Three day road trip into Western Ghats from Pune

(4,5,6 September 2015)

Day 1: Pune to Rajmachi fort, Lonavala, Zenith waterfalls
Day 2: Lonavala to Kashid
Day 3: Kashid to Pune via Mulshi Lake, Tamhini Ghat, Lavasa

Four of us planned a three-day trip through the beautiful greenery of Western Ghats on a long weekend. With three of us travelling from Hyderabad, we reached Pune early morning and stepped forth without a lot of delay.

Day 1: Pune to Rajmachi fort, Lonavala

We took our rented self-drive Mahindra Scorpio leaving around 8am from Pune. We reached the Lonavala junction for the route to Rajmachi fort within a couple of hours; but from therein we were driving on a dirt road.

Rajmachi fort can be approached through various ways - via Kondane caves or via Lonavala. We chose to drive and try the Lonavala stretch.

The total distance to the fort on that dirt road was 16kms. For a distance of 11-12kms, that road went on where we struggled to get any grip on the rocky surface and eventually around 5kms from the fort, we couldn't go any further because of a temporary road repair work. Thanks to the Scorpio, we made it that far. I wouldn't recommend a smaller car to try that route.

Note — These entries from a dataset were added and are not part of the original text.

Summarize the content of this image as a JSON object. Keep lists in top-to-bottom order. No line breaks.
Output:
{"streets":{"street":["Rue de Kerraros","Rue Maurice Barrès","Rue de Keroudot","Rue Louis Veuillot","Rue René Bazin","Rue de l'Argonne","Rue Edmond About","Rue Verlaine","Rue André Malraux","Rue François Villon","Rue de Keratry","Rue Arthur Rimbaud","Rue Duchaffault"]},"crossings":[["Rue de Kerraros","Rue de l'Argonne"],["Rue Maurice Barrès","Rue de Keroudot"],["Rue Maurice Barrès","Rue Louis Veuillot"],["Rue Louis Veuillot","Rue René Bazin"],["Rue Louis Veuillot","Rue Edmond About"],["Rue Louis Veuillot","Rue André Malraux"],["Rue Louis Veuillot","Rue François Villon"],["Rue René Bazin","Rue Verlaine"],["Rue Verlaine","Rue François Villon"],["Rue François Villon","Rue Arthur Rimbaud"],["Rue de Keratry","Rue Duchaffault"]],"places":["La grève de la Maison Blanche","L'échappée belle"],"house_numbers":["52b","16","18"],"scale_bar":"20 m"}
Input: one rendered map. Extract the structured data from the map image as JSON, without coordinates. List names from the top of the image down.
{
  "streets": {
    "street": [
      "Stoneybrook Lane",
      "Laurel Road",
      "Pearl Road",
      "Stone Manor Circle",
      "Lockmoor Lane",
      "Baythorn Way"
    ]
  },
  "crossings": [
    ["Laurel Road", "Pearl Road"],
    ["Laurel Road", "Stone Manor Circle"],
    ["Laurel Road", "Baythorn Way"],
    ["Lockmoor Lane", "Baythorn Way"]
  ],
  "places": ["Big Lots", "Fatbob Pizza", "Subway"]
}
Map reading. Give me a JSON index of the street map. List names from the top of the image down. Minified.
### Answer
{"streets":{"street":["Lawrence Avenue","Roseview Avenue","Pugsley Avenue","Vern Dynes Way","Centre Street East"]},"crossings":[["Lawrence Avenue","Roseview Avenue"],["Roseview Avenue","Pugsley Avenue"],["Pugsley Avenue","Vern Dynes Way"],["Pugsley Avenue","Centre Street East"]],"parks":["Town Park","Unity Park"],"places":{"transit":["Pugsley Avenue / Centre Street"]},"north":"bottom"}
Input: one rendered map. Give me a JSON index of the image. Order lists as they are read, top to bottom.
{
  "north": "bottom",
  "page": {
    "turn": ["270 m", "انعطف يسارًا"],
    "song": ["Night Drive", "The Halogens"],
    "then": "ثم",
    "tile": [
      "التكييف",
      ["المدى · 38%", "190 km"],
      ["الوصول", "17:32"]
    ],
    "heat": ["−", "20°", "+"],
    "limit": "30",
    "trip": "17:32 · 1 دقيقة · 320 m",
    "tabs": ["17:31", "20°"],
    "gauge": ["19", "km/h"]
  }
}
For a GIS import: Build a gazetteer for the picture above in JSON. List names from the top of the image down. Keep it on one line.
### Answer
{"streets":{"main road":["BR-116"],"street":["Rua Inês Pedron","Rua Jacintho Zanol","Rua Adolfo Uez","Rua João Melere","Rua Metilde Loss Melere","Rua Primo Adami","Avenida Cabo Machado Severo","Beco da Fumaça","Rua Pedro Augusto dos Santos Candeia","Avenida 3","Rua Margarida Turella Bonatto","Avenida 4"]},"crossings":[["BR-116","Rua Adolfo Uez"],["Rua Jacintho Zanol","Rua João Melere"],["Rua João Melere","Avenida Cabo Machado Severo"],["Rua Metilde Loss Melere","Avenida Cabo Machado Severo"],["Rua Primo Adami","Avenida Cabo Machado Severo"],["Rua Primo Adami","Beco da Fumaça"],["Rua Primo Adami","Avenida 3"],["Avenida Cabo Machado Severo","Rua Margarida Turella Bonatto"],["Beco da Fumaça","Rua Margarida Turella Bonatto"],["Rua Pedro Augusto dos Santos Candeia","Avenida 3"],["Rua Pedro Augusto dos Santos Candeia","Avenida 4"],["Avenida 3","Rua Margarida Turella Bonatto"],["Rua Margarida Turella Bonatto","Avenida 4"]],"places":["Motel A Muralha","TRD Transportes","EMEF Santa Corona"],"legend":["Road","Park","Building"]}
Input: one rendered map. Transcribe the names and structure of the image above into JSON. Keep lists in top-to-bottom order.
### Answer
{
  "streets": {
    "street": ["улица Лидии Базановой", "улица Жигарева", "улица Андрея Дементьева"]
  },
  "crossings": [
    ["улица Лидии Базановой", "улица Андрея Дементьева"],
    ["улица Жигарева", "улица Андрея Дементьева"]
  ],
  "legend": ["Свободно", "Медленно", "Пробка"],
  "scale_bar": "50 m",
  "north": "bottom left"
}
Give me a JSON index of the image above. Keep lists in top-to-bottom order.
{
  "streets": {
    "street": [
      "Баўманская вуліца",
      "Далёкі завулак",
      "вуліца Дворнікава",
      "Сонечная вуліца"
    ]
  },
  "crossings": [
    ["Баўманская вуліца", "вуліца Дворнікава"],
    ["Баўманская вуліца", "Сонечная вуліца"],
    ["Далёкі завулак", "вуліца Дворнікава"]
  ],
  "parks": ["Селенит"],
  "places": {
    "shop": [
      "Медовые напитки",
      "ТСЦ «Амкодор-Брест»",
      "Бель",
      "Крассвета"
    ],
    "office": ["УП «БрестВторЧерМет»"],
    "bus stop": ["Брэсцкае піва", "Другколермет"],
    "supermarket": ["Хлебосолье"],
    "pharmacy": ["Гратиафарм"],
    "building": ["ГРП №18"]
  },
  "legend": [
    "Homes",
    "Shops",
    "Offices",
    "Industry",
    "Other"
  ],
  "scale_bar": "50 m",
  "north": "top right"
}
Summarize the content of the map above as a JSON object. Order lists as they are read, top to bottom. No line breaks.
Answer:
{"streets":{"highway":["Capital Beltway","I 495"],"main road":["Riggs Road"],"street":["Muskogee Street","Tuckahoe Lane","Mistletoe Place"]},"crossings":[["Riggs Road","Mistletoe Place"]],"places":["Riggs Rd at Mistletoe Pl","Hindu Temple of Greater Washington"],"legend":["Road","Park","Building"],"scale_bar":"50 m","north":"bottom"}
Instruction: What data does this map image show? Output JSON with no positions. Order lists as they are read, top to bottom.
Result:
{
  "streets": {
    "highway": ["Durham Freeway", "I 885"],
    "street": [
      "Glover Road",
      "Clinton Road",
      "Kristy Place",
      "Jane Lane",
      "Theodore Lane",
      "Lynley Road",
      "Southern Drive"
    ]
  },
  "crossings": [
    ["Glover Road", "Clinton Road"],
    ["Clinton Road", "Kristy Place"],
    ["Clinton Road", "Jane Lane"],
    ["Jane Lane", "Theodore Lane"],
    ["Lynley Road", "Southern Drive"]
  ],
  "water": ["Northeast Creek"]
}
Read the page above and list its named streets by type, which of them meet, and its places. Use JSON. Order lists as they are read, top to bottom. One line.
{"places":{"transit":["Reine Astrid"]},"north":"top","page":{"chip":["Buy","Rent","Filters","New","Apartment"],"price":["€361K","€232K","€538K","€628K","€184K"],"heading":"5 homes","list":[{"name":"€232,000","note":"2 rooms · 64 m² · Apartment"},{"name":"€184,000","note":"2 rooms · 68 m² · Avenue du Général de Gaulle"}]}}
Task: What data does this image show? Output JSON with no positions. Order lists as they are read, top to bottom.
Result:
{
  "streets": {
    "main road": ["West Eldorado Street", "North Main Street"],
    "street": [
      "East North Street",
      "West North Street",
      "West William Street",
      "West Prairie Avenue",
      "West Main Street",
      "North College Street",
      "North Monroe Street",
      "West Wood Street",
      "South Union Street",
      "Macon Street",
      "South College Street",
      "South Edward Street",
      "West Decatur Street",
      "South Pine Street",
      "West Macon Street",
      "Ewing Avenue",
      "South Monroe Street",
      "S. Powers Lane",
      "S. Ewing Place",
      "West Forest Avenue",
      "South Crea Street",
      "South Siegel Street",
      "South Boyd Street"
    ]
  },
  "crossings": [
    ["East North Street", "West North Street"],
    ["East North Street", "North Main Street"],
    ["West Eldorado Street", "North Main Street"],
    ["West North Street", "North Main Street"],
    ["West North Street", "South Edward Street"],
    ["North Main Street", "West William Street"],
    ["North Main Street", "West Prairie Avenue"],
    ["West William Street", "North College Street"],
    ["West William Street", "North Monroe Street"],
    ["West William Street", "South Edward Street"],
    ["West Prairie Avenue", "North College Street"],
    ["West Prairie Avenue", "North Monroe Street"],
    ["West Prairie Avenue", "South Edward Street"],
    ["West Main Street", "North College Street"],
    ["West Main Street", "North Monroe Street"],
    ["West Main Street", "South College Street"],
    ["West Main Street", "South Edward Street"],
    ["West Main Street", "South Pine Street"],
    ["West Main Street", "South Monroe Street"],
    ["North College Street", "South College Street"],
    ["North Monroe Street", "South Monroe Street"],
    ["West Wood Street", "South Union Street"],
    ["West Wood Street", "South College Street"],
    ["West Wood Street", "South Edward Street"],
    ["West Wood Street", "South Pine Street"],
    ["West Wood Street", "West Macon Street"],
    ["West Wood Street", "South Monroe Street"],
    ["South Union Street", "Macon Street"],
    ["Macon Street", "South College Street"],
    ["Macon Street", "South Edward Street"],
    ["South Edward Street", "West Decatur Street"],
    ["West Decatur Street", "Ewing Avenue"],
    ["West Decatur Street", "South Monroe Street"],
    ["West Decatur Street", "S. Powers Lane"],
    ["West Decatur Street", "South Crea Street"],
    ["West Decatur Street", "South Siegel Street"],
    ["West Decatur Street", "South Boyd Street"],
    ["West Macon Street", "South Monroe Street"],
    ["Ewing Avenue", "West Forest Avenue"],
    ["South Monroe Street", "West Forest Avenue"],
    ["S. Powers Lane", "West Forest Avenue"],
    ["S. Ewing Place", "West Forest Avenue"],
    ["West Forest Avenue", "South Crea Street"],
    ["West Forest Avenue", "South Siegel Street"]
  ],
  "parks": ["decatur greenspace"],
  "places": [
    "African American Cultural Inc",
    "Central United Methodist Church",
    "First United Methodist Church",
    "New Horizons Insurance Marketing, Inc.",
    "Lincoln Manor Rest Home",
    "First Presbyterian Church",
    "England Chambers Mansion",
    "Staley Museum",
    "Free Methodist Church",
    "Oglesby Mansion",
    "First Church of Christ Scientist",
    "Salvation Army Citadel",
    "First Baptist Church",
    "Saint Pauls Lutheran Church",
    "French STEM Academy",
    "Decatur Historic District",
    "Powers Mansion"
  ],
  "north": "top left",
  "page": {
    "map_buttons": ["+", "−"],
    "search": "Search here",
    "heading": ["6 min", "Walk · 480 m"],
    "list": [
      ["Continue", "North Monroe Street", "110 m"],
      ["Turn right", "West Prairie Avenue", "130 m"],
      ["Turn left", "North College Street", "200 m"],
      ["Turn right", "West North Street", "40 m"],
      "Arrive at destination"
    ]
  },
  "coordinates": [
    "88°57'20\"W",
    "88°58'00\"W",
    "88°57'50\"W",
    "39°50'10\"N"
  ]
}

The road to Rajmachi fort. Thanks to our rented Scorpio, we were able to make it through

A train visible in the far distance as we trekked through the jungle

We (happily?) left our car at that point and decided to trek the rest of the way. Under the hot sun of Pune, we walked and walked and in fact soon came across a small pool that we wouldn't have been able to cross had we gone ahead by car. There were other bikers who had endeavoured to make the same trip and were able to cross that pool.

A small pool, blocking the way of cars. However it didn't deter some bikes from going through.
A brief stop in that pool to rest our aching legs (both ways) was a pleasant reprieve from the heat.
Our trek led us to the base of the imposing Rajmachi fort, which we chose not to climb since we were already tired; but we met a few locals on the way who used to make the same 16kms journey every week by foot. (Mental salute)

On the opposite side of the fort, there was a large valley at the other end of which we saw the gigantic and beautiful Phanasrai waterfall from a distance. Despite the lack of rains this monsoon, the waterfall was still booming down at a height of maybe 50meters.

View point

Phanasrai dhabdhaba (waterfall). Seen from the opposite hill (height ~ 50 meters)

Rajmachi fort (at the top)
We made our way, tired but satisfied and moved on to visit Zenith waterfalls. On the backdrop of a village, it wasn't much to speak of because of lack of rainfall. We continued on to make our way and found a reasonable hotel at Lonavala.

Day 2: Lonavala to Kashid

With a desire to eat the famous Maharashtrian Vada Pav, we stepped out leisurely around 10am and had excellent vada pav at Ramakant Khopoli. The vada pavs were delicious and unfortunately we ended up over eating and stuffing ourselves with the same.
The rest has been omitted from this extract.